= Required action =
A word-for-word copy of the records is needed, with every picture left out.

= Record excerpts =
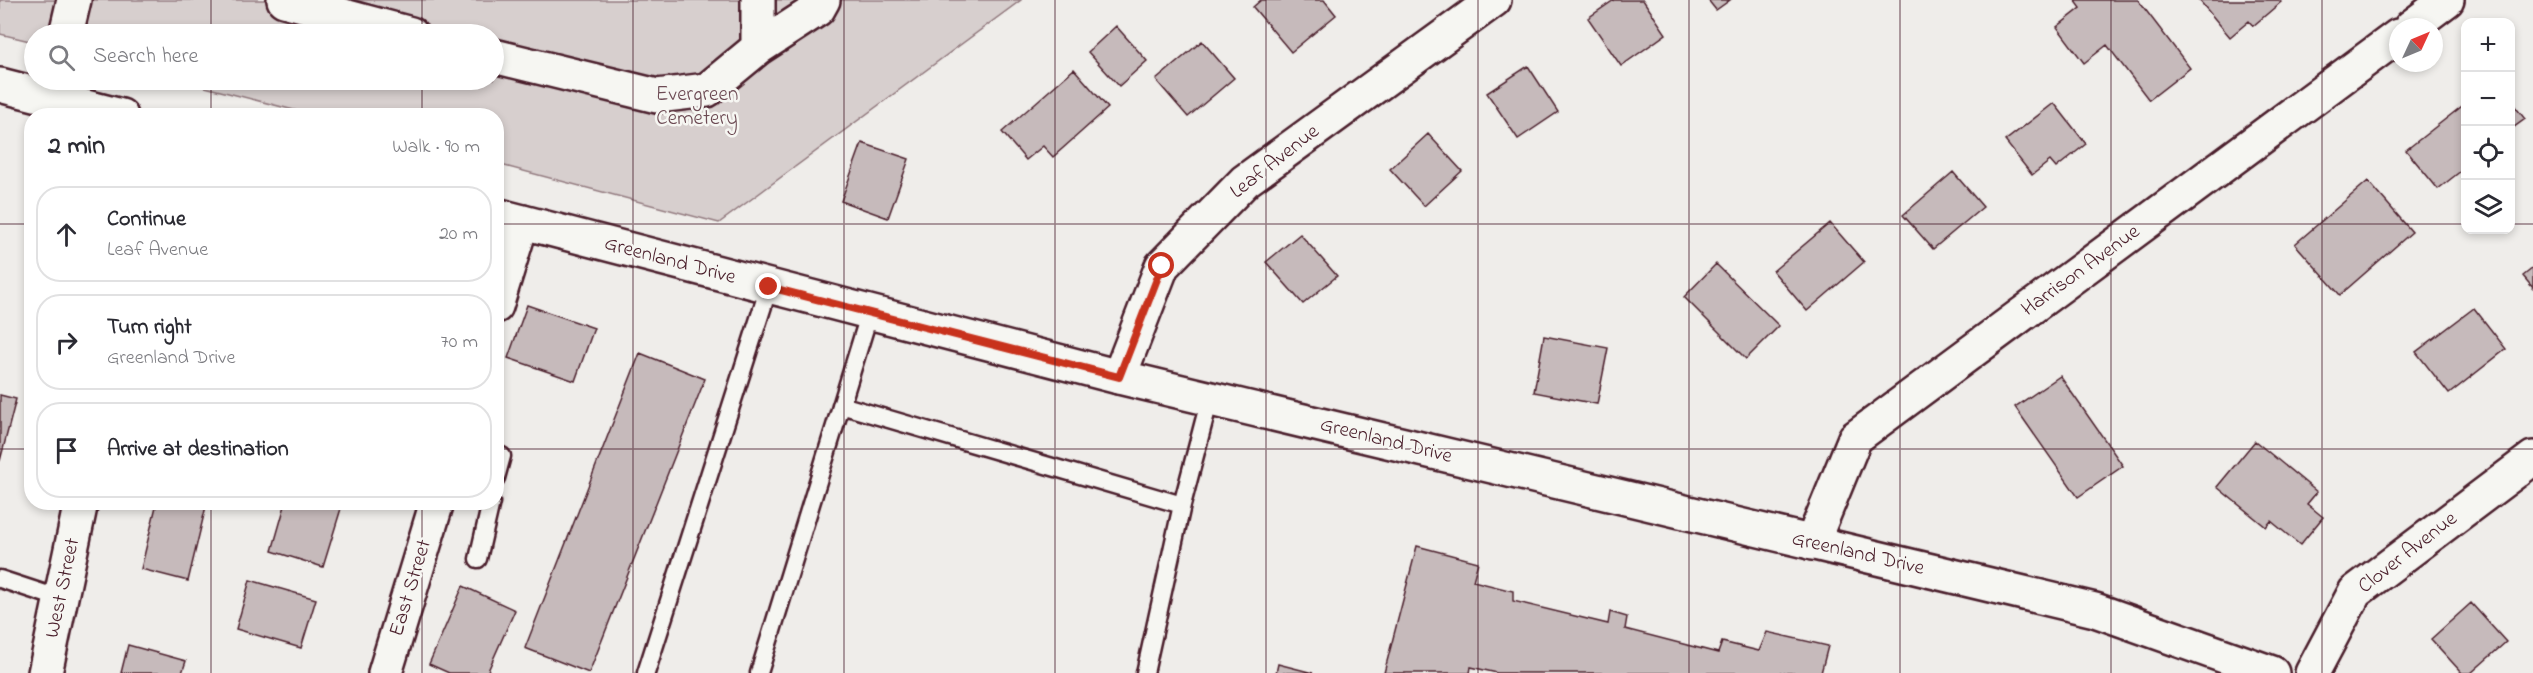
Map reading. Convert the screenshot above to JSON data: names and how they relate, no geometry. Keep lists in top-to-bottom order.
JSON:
{
  "streets": {
    "street": [
      "Leaf Avenue",
      "Greenland Drive",
      "Harrison Avenue",
      "Clover Avenue",
      "West Street",
      "East Street"
    ]
  },
  "crossings": [
    ["Leaf Avenue", "Greenland Drive"],
    ["Greenland Drive", "Harrison Avenue"]
  ],
  "parks": ["Evergreen Cemetery"],
  "north": "top right",
  "page": {
    "map_buttons": ["+", "−"],
    "search": "Search here",
    "heading": ["2 min", "Walk · 90 m"],
    "list": [
      ["Continue", "Leaf Avenue", "20 m"],
      ["Turn right", "Greenland Drive", "70 m"],
      "Arrive at destination"
    ]
  }
}
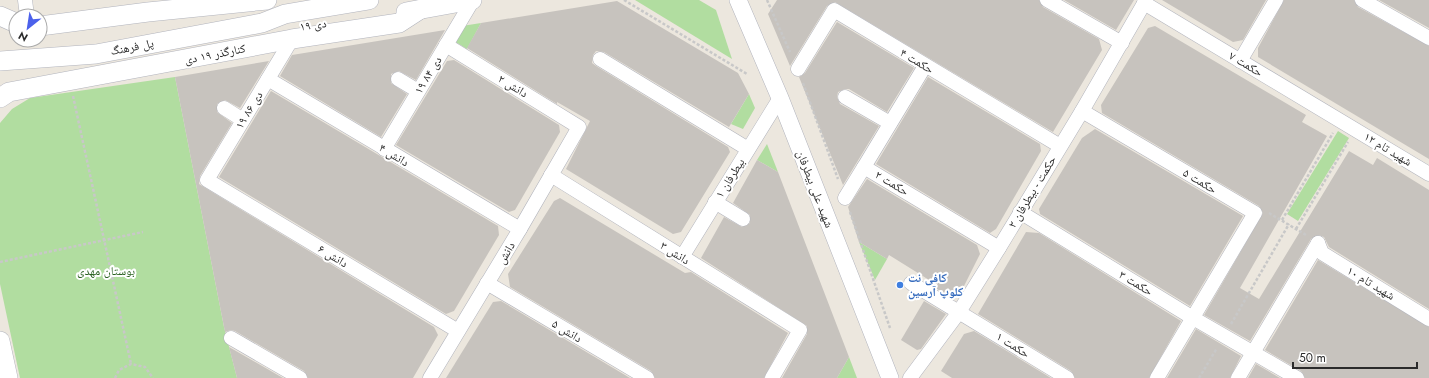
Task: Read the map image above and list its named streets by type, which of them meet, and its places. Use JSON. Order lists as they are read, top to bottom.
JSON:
{
  "streets": {
    "main road": ["۱۹ دی", "پل فرهنگ", "کنارگذر ۱۹ دی"],
    "street": [
      "حکمت ۴",
      "حکمت ۷",
      "۱۹ دی ۸۴",
      "۲ دانش",
      "۱۹ دی ۸۶",
      "شهید تام ۱۲",
      "دانش ۴",
      "بیطرفان ۱",
      "حکمت ۵",
      "حکمت ۲",
      "شهید علی بیطرفان",
      "حکمت - بیطرفان ۲",
      "دانش",
      "دانش ۳",
      "۶ دانش",
      "حکمت ۳",
      "شهید تام ۱۰",
      "دانش ۵",
      "حکمت ۱"
    ]
  },
  "crossings": [
    ["۱۹ دی", "پل فرهنگ"],
    ["۱۹ دی", "کنارگذر ۱۹ دی"],
    ["۱۹ دی", "۱۹ دی ۸۴"],
    ["کنارگذر ۱۹ دی", "۱۹ دی ۸۶"],
    ["حکمت ۴", "حکمت ۲"],
    ["حکمت ۴", "حکمت - بیطرفان ۲"],
    ["حکمت ۷", "شهید تام ۱۲"],
    ["حکمت ۷", "حکمت - بیطرفان ۲"],
    ["۱۹ دی ۸۴", "۲ دانش"],
    ["۱۹ دی ۸۴", "دانش ۴"],
    ["۲ دانش", "دانش"],
    ["۱۹ دی ۸۶", "دانش ۴"],
    ["۱۹ دی ۸۶", "۶ دانش"],
    ["دانش ۴", "دانش"],
    ["بیطرفان ۱", "شهید علی بیطرفان"],
    ["بیطرفان ۱", "دانش ۳"],
    ["حکمت ۵", "حکمت - بیطرفان ۲"],
    ["حکمت ۲", "حکمت - بیطرفان ۲"],
    ["حکمت - بیطرفان ۲", "حکمت ۳"],
    ["حکمت - بیطرفان ۲", "حکمت ۱"],
    ["دانش", "دانش ۳"],
    ["دانش", "۶ دانش"],
    ["دانش", "دانش ۵"]
  ],
  "parks": ["بوستان مهدی"],
  "places": ["کافی نت کلوپ آرسین"],
  "scale_bar": "50 m",
  "north": "bottom left"
}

= Result for this task =
Map reading. Convert the screenshot above to JSON data: names and how they relate, no geometry. Keep lists in top-to-bottom order.
JSON:
{
  "streets": {
    "street": [
      "Leaf Avenue",
      "Greenland Drive",
      "Harrison Avenue",
      "Clover Avenue",
      "West Street",
      "East Street"
    ]
  },
  "crossings": [
    ["Leaf Avenue", "Greenland Drive"],
    ["Greenland Drive", "Harrison Avenue"]
  ],
  "parks": ["Evergreen Cemetery"],
  "north": "top right",
  "page": {
    "map_buttons": ["+", "−"],
    "search": "Search here",
    "heading": ["2 min", "Walk · 90 m"],
    "list": [
      ["Continue", "Leaf Avenue", "20 m"],
      ["Turn right", "Greenland Drive", "70 m"],
      "Arrive at destination"
    ]
  }
}
Task: Read the map image above and list its named streets by type, which of them meet, and its places. Use JSON. Order lists as they are read, top to bottom.
JSON:
{
  "streets": {
    "main road": ["۱۹ دی", "پل فرهنگ", "کنارگذر ۱۹ دی"],
    "street": [
      "حکمت ۴",
      "حکمت ۷",
      "۱۹ دی ۸۴",
      "۲ دانش",
      "۱۹ دی ۸۶",
      "شهید تام ۱۲",
      "دانش ۴",
      "بیطرفان ۱",
      "حکمت ۵",
      "حکمت ۲",
      "شهید علی بیطرفان",
      "حکمت - بیطرفان ۲",
      "دانش",
      "دانش ۳",
      "۶ دانش",
      "حکمت ۳",
      "شهید تام ۱۰",
      "دانش ۵",
      "حکمت ۱"
    ]
  },
  "crossings": [
    ["۱۹ دی", "پل فرهنگ"],
    ["۱۹ دی", "کنارگذر ۱۹ دی"],
    ["۱۹ دی", "۱۹ دی ۸۴"],
    ["کنارگذر ۱۹ دی", "۱۹ دی ۸۶"],
    ["حکمت ۴", "حکمت ۲"],
    ["حکمت ۴", "حکمت - بیطرفان ۲"],
    ["حکمت ۷", "شهید تام ۱۲"],
    ["حکمت ۷", "حکمت - بیطرفان ۲"],
    ["۱۹ دی ۸۴", "۲ دانش"],
    ["۱۹ دی ۸۴", "دانش ۴"],
    ["۲ دانش", "دانش"],
    ["۱۹ دی ۸۶", "دانش ۴"],
    ["۱۹ دی ۸۶", "۶ دانش"],
    ["دانش ۴", "دانش"],
    ["بیطرفان ۱", "شهید علی بیطرفان"],
    ["بیطرفان ۱", "دانش ۳"],
    ["حکمت ۵", "حکمت - بیطرفان ۲"],
    ["حکمت ۲", "حکمت - بیطرفان ۲"],
    ["حکمت - بیطرفان ۲", "حکمت ۳"],
    ["حکمت - بیطرفان ۲", "حکمت ۱"],
    ["دانش", "دانش ۳"],
    ["دانش", "۶ دانش"],
    ["دانش", "دانش ۵"]
  ],
  "parks": ["بوستان مهدی"],
  "places": ["کافی نت کلوپ آرسین"],
  "scale_bar": "50 m",
  "north": "bottom left"
}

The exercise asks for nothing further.